Writers who do not despise their editors are either spineless or unbelievably lucky. A century ago one great American writer had his problems with a certain editor, and while that was unfortunate for the author it still benefits his readers today. For a pissed-off Mark Twain is magnificent to behold.

Some background: In 1899, according to the new University of California edition of Twain's Autobiography, a maladroit editor named T. Douglas Murray asked the world-renowned author to write an introduction to a translation of the trial record for Joan of Arc. Without even asking, Murray edited the introduction heavily, provoking Twain's ire because the edits were not only high-handed but also ham-handed.

The University of California Press edition for the first time reproduces the entire piece containing Murray's misemendations. Twain's objections in a fiery letter to Murray follow, and they are a hilarious lesson in why even a decent editor should leave a masterly writer's prose the hell alone.

One of Murray's transgressions was to Frenchify the piece, changing every "Joan of Arc" to "Jeanne d'Arc." This caused Twain to write:

"'Jeanne d'Arc.' This is rather cheaply pedantic, and is not in very good taste. Joan is not known by that name among plain people of our race and tongue. I notice that the name of the Deity occurs several times in the brief instalment of the Trials which you have favored me with; to be consistent, it will be necessary that you strike out 'God' and put in 'Dieu.' Do not neglect this."

Twain is only warming up. A few paragraphs later he writes, "Now you have begun on my punctuation. Don't you realize that you ought not to intrude your help in a delicate art like that, with your limitations?"

He hits his stride with "It is discouraging to penetrate a mind like yours.

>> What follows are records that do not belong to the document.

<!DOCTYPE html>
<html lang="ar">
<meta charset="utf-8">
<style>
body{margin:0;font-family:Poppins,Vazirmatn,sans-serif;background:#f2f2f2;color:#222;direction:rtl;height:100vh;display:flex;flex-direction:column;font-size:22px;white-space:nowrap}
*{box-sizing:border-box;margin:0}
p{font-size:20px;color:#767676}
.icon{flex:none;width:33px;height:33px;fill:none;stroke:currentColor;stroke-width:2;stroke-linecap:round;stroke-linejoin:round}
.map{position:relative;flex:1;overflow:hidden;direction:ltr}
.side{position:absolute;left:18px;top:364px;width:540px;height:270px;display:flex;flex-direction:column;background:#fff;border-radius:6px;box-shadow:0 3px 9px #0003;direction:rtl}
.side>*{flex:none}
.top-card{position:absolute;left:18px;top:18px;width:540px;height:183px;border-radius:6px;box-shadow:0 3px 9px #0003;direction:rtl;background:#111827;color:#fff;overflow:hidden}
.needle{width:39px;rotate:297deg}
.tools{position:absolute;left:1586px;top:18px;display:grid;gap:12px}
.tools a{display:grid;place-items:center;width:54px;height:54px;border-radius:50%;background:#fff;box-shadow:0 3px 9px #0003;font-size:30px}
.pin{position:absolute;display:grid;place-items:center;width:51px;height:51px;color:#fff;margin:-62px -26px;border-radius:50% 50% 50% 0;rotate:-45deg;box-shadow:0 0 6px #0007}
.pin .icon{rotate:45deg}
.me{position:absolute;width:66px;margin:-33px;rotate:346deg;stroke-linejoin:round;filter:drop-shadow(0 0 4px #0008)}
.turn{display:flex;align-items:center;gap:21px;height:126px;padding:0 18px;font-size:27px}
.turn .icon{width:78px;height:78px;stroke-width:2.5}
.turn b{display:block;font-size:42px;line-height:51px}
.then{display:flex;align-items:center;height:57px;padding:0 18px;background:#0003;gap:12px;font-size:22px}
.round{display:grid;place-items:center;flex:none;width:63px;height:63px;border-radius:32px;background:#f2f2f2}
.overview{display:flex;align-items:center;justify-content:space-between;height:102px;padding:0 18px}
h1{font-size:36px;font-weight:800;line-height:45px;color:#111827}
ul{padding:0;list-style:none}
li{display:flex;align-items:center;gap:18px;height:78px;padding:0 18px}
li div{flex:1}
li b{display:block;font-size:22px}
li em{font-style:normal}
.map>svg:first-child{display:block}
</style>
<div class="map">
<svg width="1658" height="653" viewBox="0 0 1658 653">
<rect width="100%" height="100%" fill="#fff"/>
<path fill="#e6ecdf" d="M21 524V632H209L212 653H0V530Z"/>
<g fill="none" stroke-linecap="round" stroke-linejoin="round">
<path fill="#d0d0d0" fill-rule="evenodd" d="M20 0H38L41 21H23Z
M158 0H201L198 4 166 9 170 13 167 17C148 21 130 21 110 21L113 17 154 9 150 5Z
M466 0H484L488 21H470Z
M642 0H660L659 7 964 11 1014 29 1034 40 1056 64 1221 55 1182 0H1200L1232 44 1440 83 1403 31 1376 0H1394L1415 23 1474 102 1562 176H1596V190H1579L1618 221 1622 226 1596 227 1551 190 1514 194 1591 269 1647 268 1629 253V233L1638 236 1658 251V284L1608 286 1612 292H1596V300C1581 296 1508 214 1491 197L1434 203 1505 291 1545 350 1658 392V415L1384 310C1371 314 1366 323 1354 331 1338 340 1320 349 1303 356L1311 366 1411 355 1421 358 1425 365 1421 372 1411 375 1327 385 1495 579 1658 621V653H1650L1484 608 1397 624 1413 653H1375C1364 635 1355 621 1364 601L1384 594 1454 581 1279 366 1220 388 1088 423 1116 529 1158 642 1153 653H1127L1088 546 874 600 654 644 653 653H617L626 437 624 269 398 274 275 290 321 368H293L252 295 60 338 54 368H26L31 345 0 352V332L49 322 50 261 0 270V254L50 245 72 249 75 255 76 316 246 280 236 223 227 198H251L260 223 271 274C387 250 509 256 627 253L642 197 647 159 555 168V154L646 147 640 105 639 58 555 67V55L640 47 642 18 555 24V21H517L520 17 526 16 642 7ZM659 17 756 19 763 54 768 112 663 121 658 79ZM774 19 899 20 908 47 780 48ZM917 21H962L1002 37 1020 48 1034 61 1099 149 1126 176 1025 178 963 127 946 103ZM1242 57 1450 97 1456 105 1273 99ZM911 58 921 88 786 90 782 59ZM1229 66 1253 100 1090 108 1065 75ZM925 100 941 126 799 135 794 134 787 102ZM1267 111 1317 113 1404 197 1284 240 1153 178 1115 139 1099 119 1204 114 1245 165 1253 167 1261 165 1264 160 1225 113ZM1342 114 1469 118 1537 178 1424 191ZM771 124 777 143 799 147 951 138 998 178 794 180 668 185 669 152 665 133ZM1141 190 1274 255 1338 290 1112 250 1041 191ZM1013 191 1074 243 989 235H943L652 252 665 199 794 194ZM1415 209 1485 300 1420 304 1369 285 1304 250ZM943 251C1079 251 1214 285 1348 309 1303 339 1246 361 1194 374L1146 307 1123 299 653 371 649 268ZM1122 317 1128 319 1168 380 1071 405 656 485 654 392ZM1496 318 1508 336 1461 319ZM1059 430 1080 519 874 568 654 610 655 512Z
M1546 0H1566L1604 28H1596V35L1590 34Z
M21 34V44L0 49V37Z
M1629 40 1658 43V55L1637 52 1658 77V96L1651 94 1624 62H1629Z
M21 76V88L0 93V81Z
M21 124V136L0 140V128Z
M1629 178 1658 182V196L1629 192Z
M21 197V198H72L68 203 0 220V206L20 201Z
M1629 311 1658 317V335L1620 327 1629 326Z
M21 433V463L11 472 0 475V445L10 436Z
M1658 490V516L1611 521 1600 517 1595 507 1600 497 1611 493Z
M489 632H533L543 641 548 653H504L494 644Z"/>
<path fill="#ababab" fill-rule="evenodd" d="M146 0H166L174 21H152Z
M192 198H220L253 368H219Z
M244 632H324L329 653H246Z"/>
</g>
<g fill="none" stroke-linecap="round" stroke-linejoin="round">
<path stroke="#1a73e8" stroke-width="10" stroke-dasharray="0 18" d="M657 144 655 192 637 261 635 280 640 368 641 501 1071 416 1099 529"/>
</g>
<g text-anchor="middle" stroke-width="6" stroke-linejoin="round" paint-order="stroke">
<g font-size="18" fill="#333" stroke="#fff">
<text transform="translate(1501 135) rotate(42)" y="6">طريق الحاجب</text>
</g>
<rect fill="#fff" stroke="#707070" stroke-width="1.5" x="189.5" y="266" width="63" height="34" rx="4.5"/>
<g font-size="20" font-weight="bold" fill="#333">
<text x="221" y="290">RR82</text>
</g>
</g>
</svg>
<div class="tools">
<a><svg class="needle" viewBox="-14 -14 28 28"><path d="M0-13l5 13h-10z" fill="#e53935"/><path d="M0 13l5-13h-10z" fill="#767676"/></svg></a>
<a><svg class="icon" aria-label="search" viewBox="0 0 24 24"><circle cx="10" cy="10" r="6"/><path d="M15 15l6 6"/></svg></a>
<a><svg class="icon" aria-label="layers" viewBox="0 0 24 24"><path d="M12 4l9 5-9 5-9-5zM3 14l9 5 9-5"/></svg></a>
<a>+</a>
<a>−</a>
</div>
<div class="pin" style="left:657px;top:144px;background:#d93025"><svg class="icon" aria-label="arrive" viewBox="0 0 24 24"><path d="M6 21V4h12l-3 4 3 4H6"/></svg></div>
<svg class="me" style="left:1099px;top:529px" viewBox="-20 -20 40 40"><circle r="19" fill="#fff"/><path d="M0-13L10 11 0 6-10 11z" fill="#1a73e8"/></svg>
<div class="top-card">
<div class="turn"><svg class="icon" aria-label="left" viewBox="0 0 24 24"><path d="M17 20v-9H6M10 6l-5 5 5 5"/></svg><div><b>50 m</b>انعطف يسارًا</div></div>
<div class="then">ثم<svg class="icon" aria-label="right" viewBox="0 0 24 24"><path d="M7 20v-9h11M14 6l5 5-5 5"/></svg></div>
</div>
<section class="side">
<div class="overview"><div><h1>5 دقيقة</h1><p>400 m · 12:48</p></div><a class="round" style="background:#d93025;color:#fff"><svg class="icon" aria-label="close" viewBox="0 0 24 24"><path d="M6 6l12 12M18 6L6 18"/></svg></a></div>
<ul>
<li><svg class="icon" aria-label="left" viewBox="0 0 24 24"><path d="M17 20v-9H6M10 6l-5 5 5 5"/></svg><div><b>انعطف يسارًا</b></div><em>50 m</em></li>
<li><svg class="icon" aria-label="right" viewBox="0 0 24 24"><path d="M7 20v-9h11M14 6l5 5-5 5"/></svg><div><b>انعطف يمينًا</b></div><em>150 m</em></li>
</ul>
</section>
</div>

You ought to get it out and dance on it. That would take some of the rigidity out of it. And you ought to use it sometimes; that would help. If you had done this every now and then along through life, it would not have petrified."

Of one altered sentence Twain observes: "It cost me an hour's study before I found out what it meant. I see, now, that it is intended to mean what it meant before. It really does accomplish its intent, I think, though in a most intricate and slovenly fashion."

And: "You ought never to edit when awake." "O unteachable ass." "It was sound English before you decayed it. Sell it to the museum." "You got it out of 'How to Write Literary Without Any Apprenticeship.'" "It seems to me that for a person of your elegance of language you are curiously lacking in certain other delicacies."

Twain's invective goes on like this for pages and pages, until every competent writer I know will be falling over with glee.

Later in life Twain would observe, "I am glad I said no harsh things to him, but spared him, the same as I would a tape-worm. It is reward enough for me to know that my children will be proud of their father for this, when I am gone. I could have said hundreds of unpleasant things about this tadpole, but I did not even feel them."

A pity that Twain never mailed the letter. A glory that he preserved it for us.

1 comment:

  1. "ha! go easy on the tape-worm! that's true greatness...." sayeth an old friend, carl weissner, when i tipped him to this item.